## SOURCE DATA
※ ※ ※

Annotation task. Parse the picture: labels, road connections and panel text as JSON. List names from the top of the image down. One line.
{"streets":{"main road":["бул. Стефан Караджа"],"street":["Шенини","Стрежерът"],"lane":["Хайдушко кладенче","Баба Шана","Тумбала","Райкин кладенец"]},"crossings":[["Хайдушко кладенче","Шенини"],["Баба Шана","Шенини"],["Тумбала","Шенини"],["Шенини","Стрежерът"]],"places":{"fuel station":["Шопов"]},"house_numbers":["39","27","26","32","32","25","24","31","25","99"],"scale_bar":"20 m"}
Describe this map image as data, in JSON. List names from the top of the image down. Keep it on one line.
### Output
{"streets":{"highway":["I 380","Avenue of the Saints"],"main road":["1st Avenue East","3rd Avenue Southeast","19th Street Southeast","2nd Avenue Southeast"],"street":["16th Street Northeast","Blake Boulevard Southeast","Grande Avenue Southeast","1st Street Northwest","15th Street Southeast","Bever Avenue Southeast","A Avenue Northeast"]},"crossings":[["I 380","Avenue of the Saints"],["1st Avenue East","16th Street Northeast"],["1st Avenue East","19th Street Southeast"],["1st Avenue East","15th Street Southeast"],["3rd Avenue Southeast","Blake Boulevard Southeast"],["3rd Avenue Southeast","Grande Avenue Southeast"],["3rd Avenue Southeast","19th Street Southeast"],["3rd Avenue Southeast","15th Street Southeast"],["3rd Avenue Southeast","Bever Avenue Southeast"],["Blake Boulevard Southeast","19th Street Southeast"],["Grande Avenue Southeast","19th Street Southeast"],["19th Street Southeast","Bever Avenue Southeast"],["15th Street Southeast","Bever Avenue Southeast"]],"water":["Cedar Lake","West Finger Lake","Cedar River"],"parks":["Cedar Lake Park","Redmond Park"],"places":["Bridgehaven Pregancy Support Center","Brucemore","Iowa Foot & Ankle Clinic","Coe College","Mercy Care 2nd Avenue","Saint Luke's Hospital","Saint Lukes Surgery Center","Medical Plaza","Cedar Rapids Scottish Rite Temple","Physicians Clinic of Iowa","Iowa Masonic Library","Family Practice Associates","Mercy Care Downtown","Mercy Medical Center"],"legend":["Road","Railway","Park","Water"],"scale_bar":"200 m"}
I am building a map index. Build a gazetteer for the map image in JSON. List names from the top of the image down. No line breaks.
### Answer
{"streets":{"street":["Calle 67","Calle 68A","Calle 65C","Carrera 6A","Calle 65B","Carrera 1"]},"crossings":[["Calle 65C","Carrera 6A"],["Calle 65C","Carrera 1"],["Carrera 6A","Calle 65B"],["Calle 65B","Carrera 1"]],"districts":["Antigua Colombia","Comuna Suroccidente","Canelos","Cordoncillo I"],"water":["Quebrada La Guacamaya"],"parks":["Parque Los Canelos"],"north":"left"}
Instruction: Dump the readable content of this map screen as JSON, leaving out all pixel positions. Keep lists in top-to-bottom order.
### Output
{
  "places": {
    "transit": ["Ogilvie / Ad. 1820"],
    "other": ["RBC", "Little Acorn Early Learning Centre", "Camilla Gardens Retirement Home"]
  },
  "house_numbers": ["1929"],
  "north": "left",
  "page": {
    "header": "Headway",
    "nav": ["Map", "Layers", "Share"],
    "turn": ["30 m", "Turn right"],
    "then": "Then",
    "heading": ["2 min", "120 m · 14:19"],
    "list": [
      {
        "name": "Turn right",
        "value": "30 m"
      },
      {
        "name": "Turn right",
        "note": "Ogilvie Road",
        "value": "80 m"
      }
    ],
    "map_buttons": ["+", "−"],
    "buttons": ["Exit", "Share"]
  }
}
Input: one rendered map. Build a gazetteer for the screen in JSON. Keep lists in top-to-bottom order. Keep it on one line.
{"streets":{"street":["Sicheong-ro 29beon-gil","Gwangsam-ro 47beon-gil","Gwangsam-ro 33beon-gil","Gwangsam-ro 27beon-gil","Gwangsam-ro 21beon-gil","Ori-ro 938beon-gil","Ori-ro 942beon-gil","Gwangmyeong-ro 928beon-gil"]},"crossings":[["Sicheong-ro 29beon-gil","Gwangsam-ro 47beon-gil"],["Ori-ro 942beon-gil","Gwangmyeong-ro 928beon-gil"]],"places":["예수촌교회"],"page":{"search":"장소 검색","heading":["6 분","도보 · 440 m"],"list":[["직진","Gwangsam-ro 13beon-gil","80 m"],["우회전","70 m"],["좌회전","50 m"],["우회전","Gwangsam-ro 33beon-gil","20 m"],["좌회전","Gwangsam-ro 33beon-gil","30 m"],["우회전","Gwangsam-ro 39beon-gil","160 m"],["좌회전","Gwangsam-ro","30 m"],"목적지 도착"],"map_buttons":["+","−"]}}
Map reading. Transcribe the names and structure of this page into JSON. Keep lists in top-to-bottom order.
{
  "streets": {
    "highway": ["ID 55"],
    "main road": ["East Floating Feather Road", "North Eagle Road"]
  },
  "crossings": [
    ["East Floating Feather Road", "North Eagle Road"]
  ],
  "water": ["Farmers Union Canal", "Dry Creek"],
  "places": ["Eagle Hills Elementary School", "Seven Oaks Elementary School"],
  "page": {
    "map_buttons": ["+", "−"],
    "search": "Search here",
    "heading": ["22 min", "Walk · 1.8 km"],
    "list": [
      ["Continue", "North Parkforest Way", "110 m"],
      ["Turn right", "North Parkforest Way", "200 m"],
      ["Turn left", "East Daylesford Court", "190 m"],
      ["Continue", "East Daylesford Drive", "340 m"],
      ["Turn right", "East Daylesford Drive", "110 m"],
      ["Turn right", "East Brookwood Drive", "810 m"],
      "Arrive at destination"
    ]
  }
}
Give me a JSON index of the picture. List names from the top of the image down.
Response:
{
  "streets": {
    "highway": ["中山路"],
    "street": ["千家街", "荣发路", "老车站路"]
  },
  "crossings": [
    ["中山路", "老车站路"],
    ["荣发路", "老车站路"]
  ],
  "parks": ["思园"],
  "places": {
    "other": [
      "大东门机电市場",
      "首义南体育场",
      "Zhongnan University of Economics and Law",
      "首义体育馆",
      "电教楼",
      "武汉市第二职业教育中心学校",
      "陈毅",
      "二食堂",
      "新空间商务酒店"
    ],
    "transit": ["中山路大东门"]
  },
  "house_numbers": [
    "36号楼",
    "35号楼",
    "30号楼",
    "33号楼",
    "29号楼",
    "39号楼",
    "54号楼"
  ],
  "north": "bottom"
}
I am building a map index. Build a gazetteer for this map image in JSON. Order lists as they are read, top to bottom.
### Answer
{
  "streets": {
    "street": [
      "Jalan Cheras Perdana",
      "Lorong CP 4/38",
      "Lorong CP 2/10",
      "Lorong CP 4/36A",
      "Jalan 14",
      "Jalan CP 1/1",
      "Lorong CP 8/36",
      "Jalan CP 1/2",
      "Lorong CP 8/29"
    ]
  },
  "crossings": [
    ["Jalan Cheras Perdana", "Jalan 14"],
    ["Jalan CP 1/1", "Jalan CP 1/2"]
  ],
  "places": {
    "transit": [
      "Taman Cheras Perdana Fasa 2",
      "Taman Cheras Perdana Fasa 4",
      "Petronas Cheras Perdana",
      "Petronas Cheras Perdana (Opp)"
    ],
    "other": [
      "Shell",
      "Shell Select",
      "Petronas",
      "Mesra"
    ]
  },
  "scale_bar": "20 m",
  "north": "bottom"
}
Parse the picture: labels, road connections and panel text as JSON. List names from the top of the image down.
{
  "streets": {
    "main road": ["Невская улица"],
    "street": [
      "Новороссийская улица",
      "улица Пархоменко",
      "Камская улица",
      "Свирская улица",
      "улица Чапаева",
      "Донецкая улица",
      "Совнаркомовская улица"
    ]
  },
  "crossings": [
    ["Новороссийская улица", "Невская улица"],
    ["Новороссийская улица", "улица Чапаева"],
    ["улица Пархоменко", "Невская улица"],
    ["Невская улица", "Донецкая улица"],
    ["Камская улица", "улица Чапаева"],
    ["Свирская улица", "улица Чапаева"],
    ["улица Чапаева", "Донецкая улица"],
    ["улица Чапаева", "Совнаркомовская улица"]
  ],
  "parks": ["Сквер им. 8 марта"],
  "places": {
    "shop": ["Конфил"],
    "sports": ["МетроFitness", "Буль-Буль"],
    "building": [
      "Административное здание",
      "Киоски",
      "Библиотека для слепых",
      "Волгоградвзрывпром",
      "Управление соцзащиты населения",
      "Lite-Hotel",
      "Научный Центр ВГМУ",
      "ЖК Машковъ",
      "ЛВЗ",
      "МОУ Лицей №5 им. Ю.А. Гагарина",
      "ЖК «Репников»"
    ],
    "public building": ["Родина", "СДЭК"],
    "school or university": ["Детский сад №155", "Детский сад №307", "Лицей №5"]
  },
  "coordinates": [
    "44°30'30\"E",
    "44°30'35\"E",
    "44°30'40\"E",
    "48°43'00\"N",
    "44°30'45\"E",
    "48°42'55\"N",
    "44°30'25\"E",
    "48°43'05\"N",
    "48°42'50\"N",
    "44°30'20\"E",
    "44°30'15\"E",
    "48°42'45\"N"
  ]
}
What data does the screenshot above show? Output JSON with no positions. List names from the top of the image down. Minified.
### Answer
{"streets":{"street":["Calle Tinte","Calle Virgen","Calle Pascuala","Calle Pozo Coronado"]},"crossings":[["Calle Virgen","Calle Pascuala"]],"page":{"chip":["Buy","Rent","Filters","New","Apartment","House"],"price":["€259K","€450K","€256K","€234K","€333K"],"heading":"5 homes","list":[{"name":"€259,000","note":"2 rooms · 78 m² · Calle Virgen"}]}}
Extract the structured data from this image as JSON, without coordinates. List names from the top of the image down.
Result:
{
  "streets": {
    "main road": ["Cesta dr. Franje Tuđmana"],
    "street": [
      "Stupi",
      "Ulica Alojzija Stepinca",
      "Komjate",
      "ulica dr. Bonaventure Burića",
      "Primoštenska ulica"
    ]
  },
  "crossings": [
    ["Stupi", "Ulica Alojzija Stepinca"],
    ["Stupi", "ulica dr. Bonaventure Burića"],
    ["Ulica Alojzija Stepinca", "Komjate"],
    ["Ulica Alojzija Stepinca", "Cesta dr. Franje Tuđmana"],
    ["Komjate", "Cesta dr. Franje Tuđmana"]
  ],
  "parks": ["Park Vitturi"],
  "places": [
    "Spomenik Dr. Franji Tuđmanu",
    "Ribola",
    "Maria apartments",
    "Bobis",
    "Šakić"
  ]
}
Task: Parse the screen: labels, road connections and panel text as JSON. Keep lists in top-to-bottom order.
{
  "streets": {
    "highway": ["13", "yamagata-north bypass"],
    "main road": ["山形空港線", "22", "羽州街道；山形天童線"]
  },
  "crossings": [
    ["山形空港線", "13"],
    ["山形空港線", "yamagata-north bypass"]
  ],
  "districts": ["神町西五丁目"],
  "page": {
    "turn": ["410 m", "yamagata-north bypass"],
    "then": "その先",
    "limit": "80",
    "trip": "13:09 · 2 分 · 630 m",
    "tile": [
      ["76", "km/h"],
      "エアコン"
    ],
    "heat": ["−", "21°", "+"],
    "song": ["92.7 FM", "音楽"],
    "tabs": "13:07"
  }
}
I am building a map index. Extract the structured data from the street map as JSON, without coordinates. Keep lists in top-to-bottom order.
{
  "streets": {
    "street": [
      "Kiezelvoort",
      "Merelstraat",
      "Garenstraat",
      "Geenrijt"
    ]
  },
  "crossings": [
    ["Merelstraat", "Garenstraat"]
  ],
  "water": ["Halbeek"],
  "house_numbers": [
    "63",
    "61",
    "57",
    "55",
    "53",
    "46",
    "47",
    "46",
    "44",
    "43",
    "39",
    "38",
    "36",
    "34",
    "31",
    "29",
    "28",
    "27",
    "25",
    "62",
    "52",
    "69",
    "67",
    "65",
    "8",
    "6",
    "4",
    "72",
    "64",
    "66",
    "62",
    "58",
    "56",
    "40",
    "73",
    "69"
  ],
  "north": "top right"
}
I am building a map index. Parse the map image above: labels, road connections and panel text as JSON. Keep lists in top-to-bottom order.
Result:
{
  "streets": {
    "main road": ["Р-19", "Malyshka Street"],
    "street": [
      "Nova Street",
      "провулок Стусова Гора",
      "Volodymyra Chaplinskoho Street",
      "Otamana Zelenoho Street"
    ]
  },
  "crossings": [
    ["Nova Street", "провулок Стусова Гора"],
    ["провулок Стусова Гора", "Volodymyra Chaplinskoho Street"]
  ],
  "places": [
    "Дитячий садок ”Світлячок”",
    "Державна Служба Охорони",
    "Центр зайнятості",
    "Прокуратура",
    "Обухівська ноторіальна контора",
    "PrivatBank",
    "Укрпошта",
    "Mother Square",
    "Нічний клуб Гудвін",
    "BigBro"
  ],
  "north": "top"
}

※ ※ ※

## PROBLEM TO SOLVE
Quote every line of the records above, from the first down to the one holding "Describe this map", exactly as written.

## ANSWER SECTION
Annotation task. Parse the picture: labels, road connections and panel text as JSON. List names from the top of the image down. One line.
{"streets":{"main road":["бул. Стефан Караджа"],"street":["Шенини","Стрежерът"],"lane":["Хайдушко кладенче","Баба Шана","Тумбала","Райкин кладенец"]},"crossings":[["Хайдушко кладенче","Шенини"],["Баба Шана","Шенини"],["Тумбала","Шенини"],["Шенини","Стрежерът"]],"places":{"fuel station":["Шопов"]},"house_numbers":["39","27","26","32","32","25","24","31","25","99"],"scale_bar":"20 m"}
Describe this map image as data, in JSON. List names from the top of the image down. Keep it on one line.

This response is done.